WHAT NEEDS TO BE DONE:
What lines in the records below contain the string "position"? Copy every one.

======

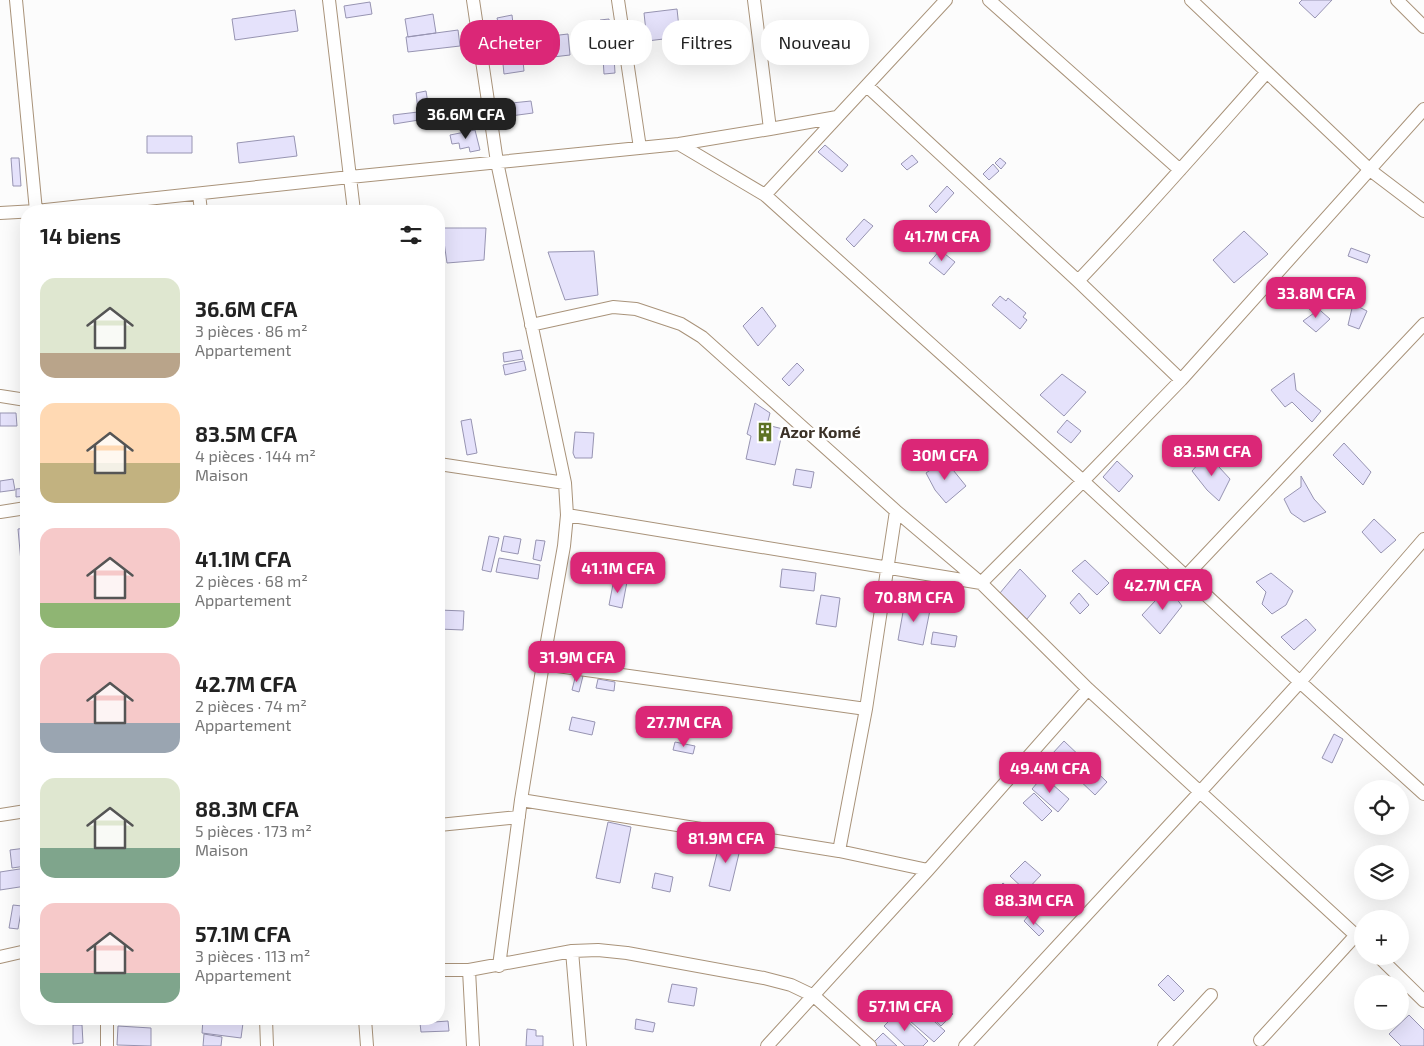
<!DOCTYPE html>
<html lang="fr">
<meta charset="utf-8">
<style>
:root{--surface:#fff;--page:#f6f6f6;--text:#222;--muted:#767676;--accent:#db2777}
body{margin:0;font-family:"Exo 2",sans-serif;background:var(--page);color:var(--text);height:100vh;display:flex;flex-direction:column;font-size:19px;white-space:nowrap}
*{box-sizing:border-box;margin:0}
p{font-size:16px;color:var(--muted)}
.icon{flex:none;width:28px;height:28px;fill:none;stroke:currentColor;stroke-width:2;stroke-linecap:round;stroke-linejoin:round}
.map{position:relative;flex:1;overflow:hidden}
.side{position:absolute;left:20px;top:205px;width:425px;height:820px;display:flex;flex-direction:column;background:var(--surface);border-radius:20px;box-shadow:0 5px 20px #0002}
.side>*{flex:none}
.top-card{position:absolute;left:460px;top:20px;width:475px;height:45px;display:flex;gap:10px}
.tools{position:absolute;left:1354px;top:780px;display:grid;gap:10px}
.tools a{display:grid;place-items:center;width:55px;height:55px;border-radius:50%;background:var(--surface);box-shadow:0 5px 20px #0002;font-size:25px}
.price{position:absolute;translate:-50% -42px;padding:0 11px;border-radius:10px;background:var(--accent);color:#fff;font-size:16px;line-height:32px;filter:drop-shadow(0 1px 2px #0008)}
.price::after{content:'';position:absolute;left:50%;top:30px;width:15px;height:11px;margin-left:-8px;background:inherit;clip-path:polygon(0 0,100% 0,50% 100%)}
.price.on{background:#222;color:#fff}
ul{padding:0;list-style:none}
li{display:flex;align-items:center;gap:15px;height:125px;padding:0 20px}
li span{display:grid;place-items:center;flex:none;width:140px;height:100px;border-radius:15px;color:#555}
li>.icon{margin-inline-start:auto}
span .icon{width:60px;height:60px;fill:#fffc;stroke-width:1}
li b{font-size:21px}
h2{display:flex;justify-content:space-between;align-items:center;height:60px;padding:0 20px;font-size:21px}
.chip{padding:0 18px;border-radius:20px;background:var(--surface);box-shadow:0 5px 20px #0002;font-size:18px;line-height:45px}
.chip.on{background:var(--accent);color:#fff}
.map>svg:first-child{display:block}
</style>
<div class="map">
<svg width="1424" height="1046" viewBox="0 0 1424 1046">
<rect width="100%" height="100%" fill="#fcfcfc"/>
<!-- building -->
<path fill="#e5e2fb" stroke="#9794b2" d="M1302 0H1332L1315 18 1299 3Z
M370 2 372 14 346 18 344 6Z
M677 9 680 37 647 41 644 13Z
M295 10 298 31 235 40 232 19Z
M433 14 436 33 408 37 405 19Z
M512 15 513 24 499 26 497 18Z
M609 19 611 39 602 40 600 20Z
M458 30 460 46 408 52 406 37Z
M568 34 570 55 553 57 551 36Z
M614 57 615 73 604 74 603 58Z
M523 61 524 71 504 74 503 64Z
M426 91 429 110 418 111 416 93Z
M531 101 533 113 503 117 502 104Z
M418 112 419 120 394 124 393 115Z
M475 130 480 150 470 152 469 147 460 149 459 143 452 144 450 135Z
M147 136H192V153H147Z
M294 136 297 156 239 163 237 143Z
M825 145 848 165 842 172 818 152Z
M912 155 918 162 907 170 901 164Z
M11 158H19L21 186H13Z
M1000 158 1006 163 1001 169 995 163Z
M993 164 999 171 989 180 983 174Z
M947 186 954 193 936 213 929 206Z
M864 219 873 226 854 247 846 239Z
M442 228H486L484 260 447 263Z
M1244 231 1268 254 1234 283 1213 260Z
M1351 248 1370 255 1367 263 1348 256Z
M940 250 955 262 944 275 929 263Z
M594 251 598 295 565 300 548 252Z
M1000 296 1006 301 1008 298 1026 313 1023 317 1027 320 1020 329 992 305Z
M1353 304 1367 311 1359 329 1348 325Z
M1314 305 1330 319 1316 332 1303 321 1314 313 1308 308Z
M762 307 776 326 758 346 743 326Z
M521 350 523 359 504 362 503 353Z
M524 361 526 370 505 375 503 365Z
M797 363 804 370 789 386 782 379Z
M1294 373 1296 390 1321 411 1312 422 1292 402 1285 407 1271 390Z
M1062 374 1086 392 1064 416 1040 395Z
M755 403 770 413 767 425 783 429 775 465 746 459 751 436 747 434Z
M0 413H16L17 426H0Z
M471 419 477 453 467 455 461 421Z
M1067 420 1081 431 1071 443 1057 432Z
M575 432 594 433 592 458H575L573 453Z
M1344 443 1371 472 1363 485 1333 455Z
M1207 454 1230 479 1219 501 1207 490 1192 471Z
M945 460 966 486 946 503 935 490 926 473Z
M1117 461 1133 476 1119 492 1103 477Z
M796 469 814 472 811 488 793 485Z
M1301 476 1314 499 1326 512 1304 522 1291 513 1284 499 1301 487Z
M13 479 15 490 0 492V481Z
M26 488V496L16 497V489Z
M1374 519 1396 540 1381 553 1362 532Z
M26 528V561L21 562 18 529Z
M489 536 499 538 491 572 482 570Z
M504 536 521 539 518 554 501 551Z
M536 540 545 541 541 561 533 559Z
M499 558 540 565 538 579 496 572Z
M1085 560 1109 583 1097 595 1072 571Z
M782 569 816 573 814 591 780 587Z
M1020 569 1046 596 1027 619 1000 593Z
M1271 573 1293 591 1286 605 1272 614 1262 604 1266 592 1256 582Z
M614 579 627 582 622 608 609 605Z
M1168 587 1182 606 1160 634 1142 615Z
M1079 593 1089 605 1080 614 1070 603Z
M821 595 840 598 836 627 816 624Z
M905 601 931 605 923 645 898 640Z
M439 610 464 611 463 630 439 629Z
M1306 619 1316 630 1294 650 1281 637Z
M933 632 957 636 955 647 931 644Z
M576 674 583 676 579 692 572 690Z
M598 679 615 682 614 691 596 688Z
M572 717 595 722 592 735 569 730Z
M1334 734 1343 739 1332 763 1322 758Z
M1064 741 1107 782 1095 795 1052 754Z
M675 742 695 746 693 754 673 750Z
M1043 776 1069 799 1058 812 1032 789Z
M1034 793 1052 811 1042 821 1023 803Z
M608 822 631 827 620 883 596 878Z
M721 837 742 841 730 891 709 886Z
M26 848V866L12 868 10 850Z
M1025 861 1041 875 1026 891 1010 876Z
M26 868V886L0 890V872Z
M655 873 673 877 670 892 652 888Z
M1003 883 1014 893 1009 899 998 888Z
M13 905 22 906 18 929 9 928Z
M1028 916 1044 931 1039 936 1024 921Z
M1168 975 1184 991 1174 1001 1158 985Z
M672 984 697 988 694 1006 668 1002Z
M931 992 953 1014 941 1026 919 1005Z
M907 997 945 1031 934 1042 910 1021 915 1015 911 1011 906 1017 896 1009Z
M898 1012 928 1041 923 1046H905L884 1026Z
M1409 1015 1424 1030V1046H1401L1389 1034Z
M203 1019H240L239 1022 243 1023 241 1038 202 1033Z
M636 1019 655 1023 653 1032 635 1029Z
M448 1021 449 1031 421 1032 420 1023Z
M73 1025H82L83 1043 73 1044Z
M118 1026 151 1028V1046L117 1045Z
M527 1029 536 1030V1036H543V1046H526Z
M883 1033 897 1046H876L873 1043Z
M204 1034 222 1037 221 1046H203Z"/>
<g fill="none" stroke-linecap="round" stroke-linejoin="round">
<defs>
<path id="street" d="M16 0 36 211
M329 0 354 211
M473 0 497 162 565 483 567 515 564 546 543 664 521 800 499 966
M618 0 640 148
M754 0 770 129
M989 0 1180 170
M1191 0 1370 170 1424 211
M1397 0 1424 27
M867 86 1078 281 1181 380
M679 144 765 195 1083 481 1300 682 1424 794
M199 194 201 211
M765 195 946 0
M0 213 36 211 350 177 679 144 770 129 837 117
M1078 281C1143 213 1205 142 1267 72
M531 325 613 307 636 309 681 324 702 337 896 511 981 583 1088 689 1362 941
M0 396 26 400
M439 464 565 483
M0 512 26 508
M567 515 981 583 1083 481 1181 380 1424 109
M1185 577 1424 324
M543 664 866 709
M521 800 839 851 928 870
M0 815 26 811
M439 825 519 817
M839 851 866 709 896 511
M572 951 580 1046
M1378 956 1424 1001
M0 957 26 951
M439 970H469L572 951 598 950 627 953 764 978 791 985 814 996 870 1046
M469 970 473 1046
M266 1019 267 1046
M365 1019 367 1046
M1260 1040 1356 935
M107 1046V1019
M767 1046 928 870 1088 689
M965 1046 1200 792 1300 682 1424 539
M1164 1046 1211 995"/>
</defs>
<!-- street casing -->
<use href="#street" stroke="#a9937a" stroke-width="14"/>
<!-- street -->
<use href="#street" stroke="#fff" stroke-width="12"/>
</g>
<!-- icons -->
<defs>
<symbol id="building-bare" viewBox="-9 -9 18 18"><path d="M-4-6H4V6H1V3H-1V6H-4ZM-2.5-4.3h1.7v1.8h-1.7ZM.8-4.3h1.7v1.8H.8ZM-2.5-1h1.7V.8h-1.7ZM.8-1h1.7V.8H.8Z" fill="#5d7324" stroke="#fff" stroke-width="2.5" paint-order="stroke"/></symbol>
</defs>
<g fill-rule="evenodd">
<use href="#building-bare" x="751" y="418" width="28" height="28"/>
</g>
<g text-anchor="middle" stroke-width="5" stroke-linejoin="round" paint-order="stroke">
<!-- poi labels -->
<g font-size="16" font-weight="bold" fill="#3a3026" stroke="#fff" text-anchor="start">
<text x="780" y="438">Azor Komé</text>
</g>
</g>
</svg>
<div class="tools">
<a><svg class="icon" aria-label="locate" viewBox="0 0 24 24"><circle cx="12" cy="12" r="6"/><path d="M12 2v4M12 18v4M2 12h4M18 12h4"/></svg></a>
<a><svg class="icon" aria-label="layers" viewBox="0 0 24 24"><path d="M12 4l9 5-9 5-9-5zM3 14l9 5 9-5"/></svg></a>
<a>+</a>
<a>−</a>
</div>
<b class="price on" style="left:466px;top:140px">36.6M CFA</b>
<b class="price" style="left:942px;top:262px">41.7M CFA</b>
<b class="price" style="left:1316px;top:319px">33.8M CFA</b>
<b class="price" style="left:1212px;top:477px">83.5M CFA</b>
<b class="price" style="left:945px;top:481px">30M CFA</b>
<b class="price" style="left:618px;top:594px">41.1M CFA</b>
<b class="price" style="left:1163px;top:611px">42.7M CFA</b>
<b class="price" style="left:914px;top:623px">70.8M CFA</b>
<b class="price" style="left:577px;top:683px">31.9M CFA</b>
<b class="price" style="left:684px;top:748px">27.7M CFA</b>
<b class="price" style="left:1050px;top:794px">49.4M CFA</b>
<b class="price" style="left:726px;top:864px">81.9M CFA</b>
<b class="price" style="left:1034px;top:926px">88.3M CFA</b>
<b class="price" style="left:905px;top:1032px">57.1M CFA</b>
<div class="top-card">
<a class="chip on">Acheter</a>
<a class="chip">Louer</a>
<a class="chip">Filtres</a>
<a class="chip">Nouveau</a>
</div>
<section class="side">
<h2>14 biens<svg class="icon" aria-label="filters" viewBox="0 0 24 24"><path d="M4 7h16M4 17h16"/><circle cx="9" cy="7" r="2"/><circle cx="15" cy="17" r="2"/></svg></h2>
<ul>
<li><span style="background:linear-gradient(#dfe7d0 75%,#b9a48a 0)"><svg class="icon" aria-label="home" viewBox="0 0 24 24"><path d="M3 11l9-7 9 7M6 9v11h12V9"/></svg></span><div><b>36.6M CFA</b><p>3 pièces · 86 m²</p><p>Appartement</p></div></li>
<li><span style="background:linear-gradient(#ffd9b3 60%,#c2b280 0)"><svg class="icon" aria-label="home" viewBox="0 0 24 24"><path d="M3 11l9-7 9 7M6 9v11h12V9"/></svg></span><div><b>83.5M CFA</b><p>4 pièces · 144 m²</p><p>Maison</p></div></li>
<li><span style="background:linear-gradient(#f6c9c9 75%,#8fb573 0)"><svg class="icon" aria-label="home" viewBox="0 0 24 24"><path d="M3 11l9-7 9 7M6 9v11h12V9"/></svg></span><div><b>41.1M CFA</b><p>2 pièces · 68 m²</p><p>Appartement</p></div></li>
<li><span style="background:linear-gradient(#f6c9c9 70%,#9aa5b1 0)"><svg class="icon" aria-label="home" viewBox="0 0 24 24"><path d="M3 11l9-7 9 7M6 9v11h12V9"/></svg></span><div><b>42.7M CFA</b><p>2 pièces · 74 m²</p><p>Appartement</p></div></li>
<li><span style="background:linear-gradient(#dfe7d0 70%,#7fa58c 0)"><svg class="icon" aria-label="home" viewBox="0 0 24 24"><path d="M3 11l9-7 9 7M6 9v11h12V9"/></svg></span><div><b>88.3M CFA</b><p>5 pièces · 173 m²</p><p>Maison</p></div></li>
<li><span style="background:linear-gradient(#f6c9c9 70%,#7fa58c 0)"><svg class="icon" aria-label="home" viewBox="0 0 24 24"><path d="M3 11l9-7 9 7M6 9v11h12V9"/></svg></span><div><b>57.1M CFA</b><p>3 pièces · 113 m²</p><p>Appartement</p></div></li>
</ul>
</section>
</div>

======

OUTPUT FOR THIS EXERCISE:
.map{position:relative;flex:1;overflow:hidden}
.side{position:absolute;left:20px;top:205px;width:425px;height:820px;display:flex;flex-direction:column;background:var(--surface);border-radius:20px;box-shadow:0 5px 20px #0002}
.top-card{position:absolute;left:460px;top:20px;width:475px;height:45px;display:flex;gap:10px}
.tools{position:absolute;left:1354px;top:780px;display:grid;gap:10px}
.price{position:absolute;translate:-50% -42px;padding:0 11px;border-radius:10px;background:var(--accent);color:#fff;font-size:16px;line-height:32px;filter:drop-shadow(0 1px 2px #0008)}
.price::after{content:'';position:absolute;left:50%;top:30px;width:15px;height:11px;margin-left:-8px;background:inherit;clip-path:polygon(0 0,100% 0,50% 100%)}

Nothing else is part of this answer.